Background information
- Origin: Bristol, England
- Genres: Hard rock, stoner rock
- Years active: 2008–present
- Labels: Spinefarm
- Members: Chris Georgiadis Andy Ghosh Blake Davies Lianna Lee Davies
- Past members: Jeremy Dunham Chris Davis Betty Cottam Joe Baker
- Website: turbowolf.co.uk

= Turbowolf =

English rock band

Turbowolf are an English hard rock band founded in Bristol in 2008, whose members include Chris Georgiadis (vocals and synthesisers), Andy Ghosh (guitar), Lianna Lee Davies (bass guitar) and Blake Davies (drums). Their first album, Turbowolf, was released in November 2011 on Hassle Records.

The media have so far struggled to categorise the band's music, partly due to their diverse influences. AllMusic described the band as a "shape-shifting hard rock outfit ... that offers up a heady mix of punk, psych-rock, metal, and electronica.

==History==
Before releasing their first album, Turbowolf spent several years developing their musical style in a series of UK tours and shows with the likes of The Eighties Matchbox B-Line Disaster, The Computers, Pulled Apart by Horses and Dinosaur Pile-Up. In 2010, they also toured in Europe with Korn and Dimmu Borgir. The band has also been very active on the festival circuit, with performances at Download, Sonisphere, Lovebox, Great Escape, SXSW, Boardmasters and Hevy among others.

Shortly after signing to Hassle Records in June 2011, Turbowolf released "A Rose for the Crows" as their first single. The video, directed by Stephen Agnew, was previewed exclusively on Kerrang! magazine's website. The second single "Read & Write" had a heavily psychedelic video (also directed by Agnew), which was premiered on NME magazine's website.

An EP titled Covers EP Vol 1 with cover versions of four songs ("See Through Head" – The Hives, "Electric Feel" – MGMT, "Captain Caveman" – Lightning Bolt and "Somebody To Love" – Jefferson Airplane/The Great Society) was released in October 2012.

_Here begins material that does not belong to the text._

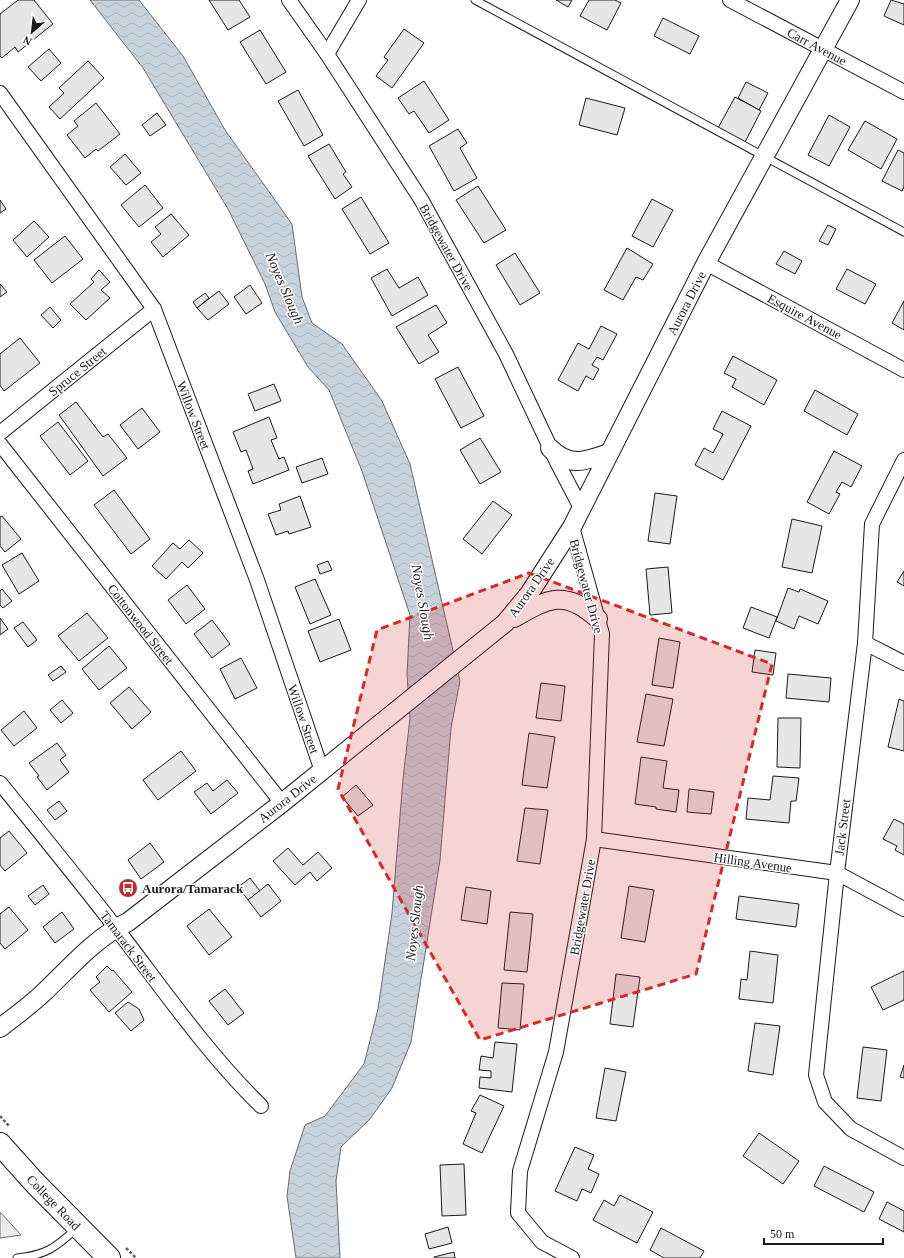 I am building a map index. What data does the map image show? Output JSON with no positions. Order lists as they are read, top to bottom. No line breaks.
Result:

In April 2014, Turbowolf released another single, "Solid Gold", which was available as a free download on Kerrang! magazine's website which also hosted the accompanying video.

In October 2014, they released another single, "Rabbits Foot", which was supported by BBC Radio 1 as their rockest record of the week and which appeared on many of the radio station's daytime shows, making it Turbowolf's most listened to song. A music video for this was released that autumn. The band also announced a tour with Death from Above 1979 and another headlining tour with bands including Hyena and Dolomite Minor around December in the same year.

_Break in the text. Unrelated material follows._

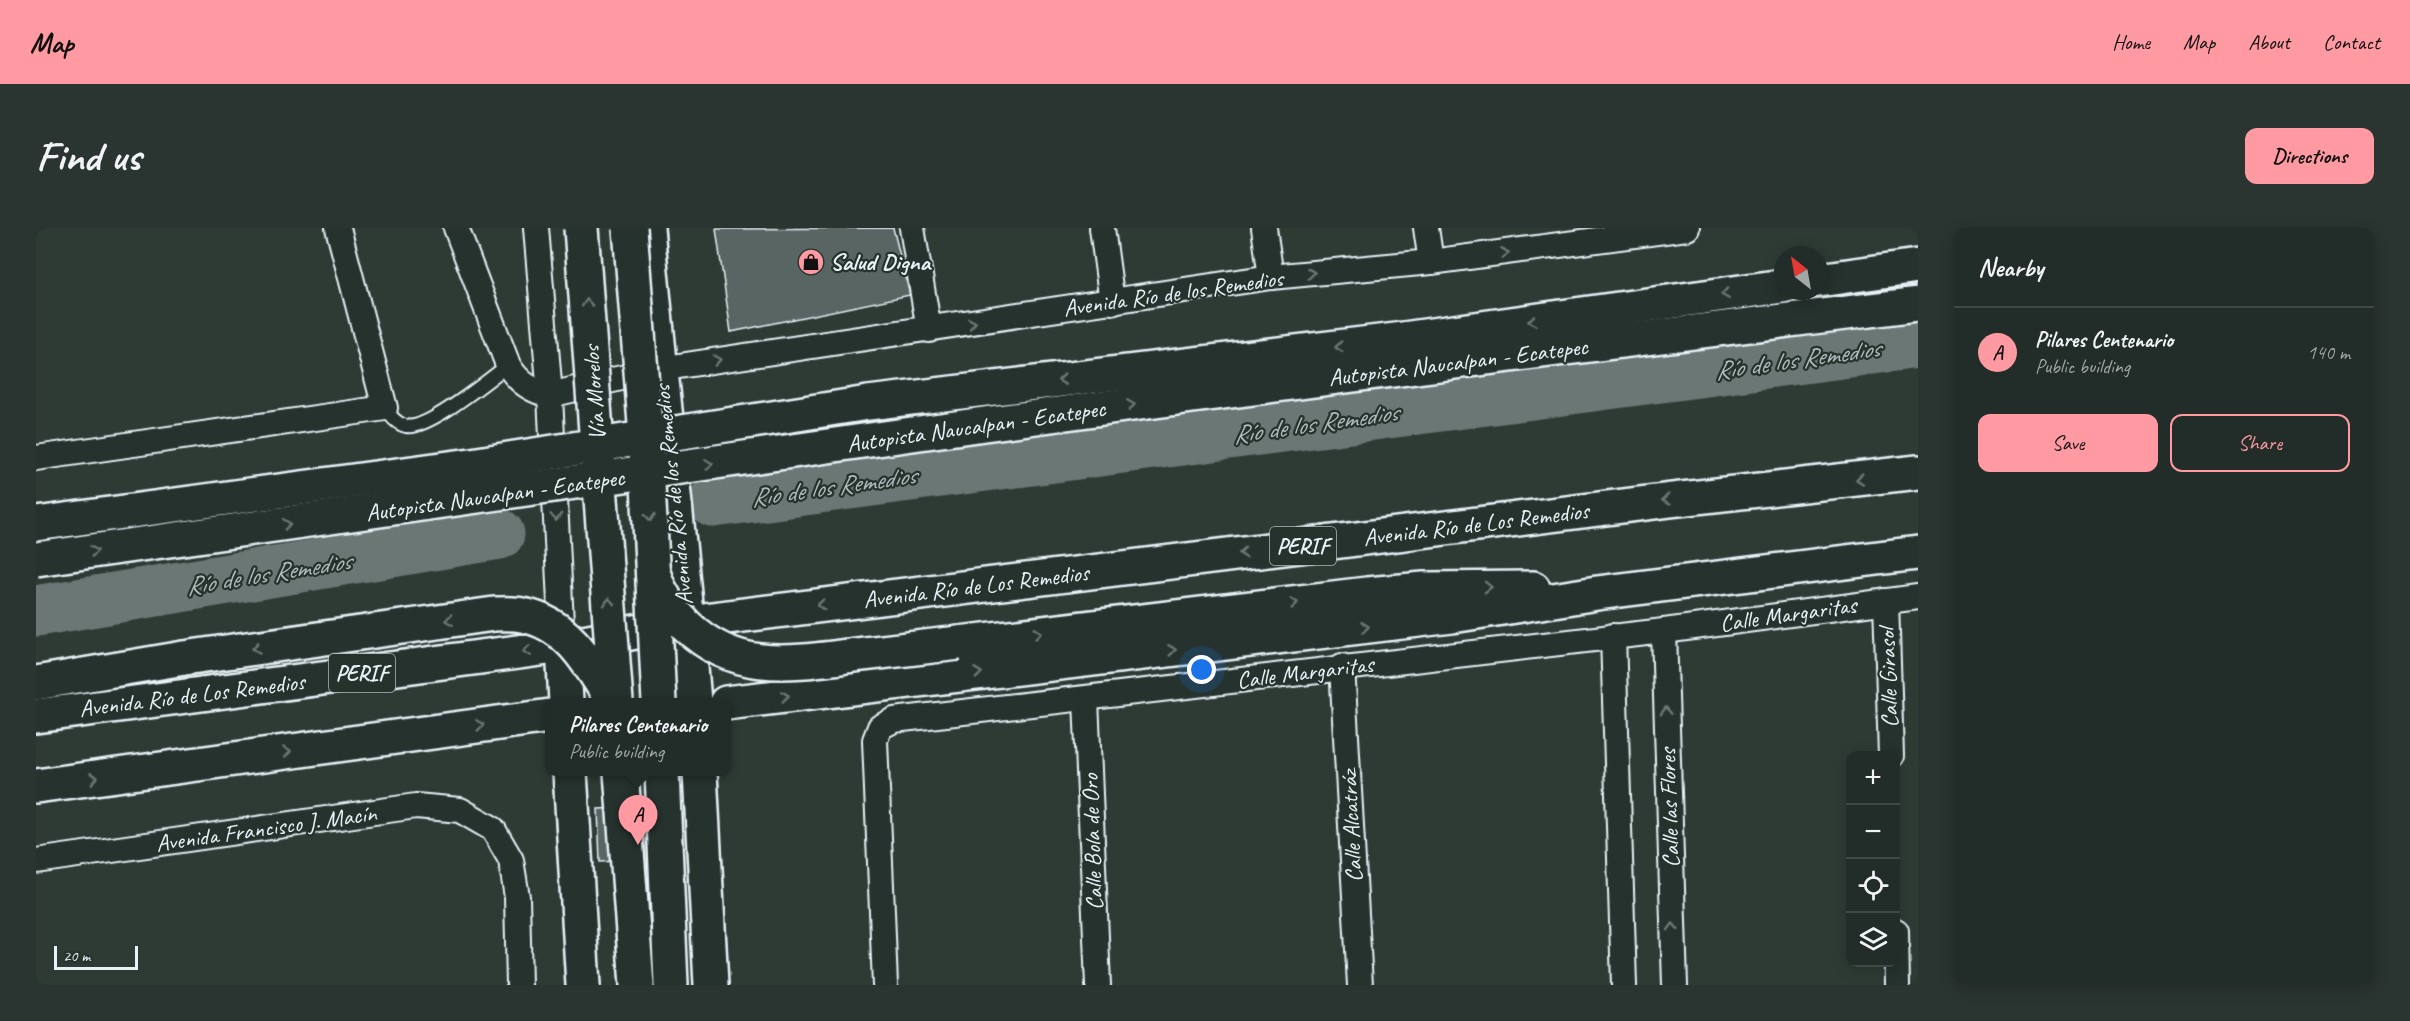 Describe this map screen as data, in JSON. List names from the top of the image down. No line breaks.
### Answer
{"streets":{"main road":["Avenida Río de los Remedios","Autopista Naucalpan - Ecatepec","Vía Morelos","Avenida Río de Los Remedios","PERIF"],"street":["Calle Margaritas","Calle Girasol","Calle las Flores","Calle Alcatráz","Avenida Francisco J. Macín","Calle Bola de Oro"]},"crossings":[["Avenida Río de los Remedios","Avenida Río de Los Remedios"],["Vía Morelos","Avenida Río de Los Remedios"],["Calle Margaritas","Calle Girasol"],["Calle Margaritas","Calle las Flores"],["Calle Margaritas","Calle Alcatráz"],["Calle Margaritas","Calle Bola de Oro"]],"one_way":["Avenida Río de los Remedios"],"water":["Río de los Remedios"],"places":{"shop":["Salud Digna"]},"scale_bar":"20 m","north":"top left","page":{"header":"Map","nav":["Home","Map","About","Contact"],"buttons":["Directions",["Save","Share"]],"title":"Find us","heading":"Nearby","list":[{"mark":"A","name":"Pilares Centenario","note":"Public building","value":"140 m"}],"popup":["Pilares Centenario","Public building"],"map_buttons":["+","−"],"pins":"A","scale":"20 m"}}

Turbowolf's second album, Two Hands, was released on 6 April 2015 through Spinefarm Records/Search and Destroy Records.

Turbowolf has said that they are working on a new album named Quell: The Ever Changing Sorcerer of Past, Present & Future which is scheduled to be released when the next solar eclipse takes place, but the lead single has been confirmed as ‘Midnight Pineapple’.

==Reception==
Turbowolf's first album was met with critical acclaim after its 11 November 2011 release. Artrocker magazine gave the album 5/5 and made it their Album of the Month, describing it as "fascinating".

Kerrang! magazine said the album was "glorious" and that "Turbowolf truly excel", describing the sound as "a tasty thick soup of distorted boogie rock, psychedelic weirdness and snarling punk attitude."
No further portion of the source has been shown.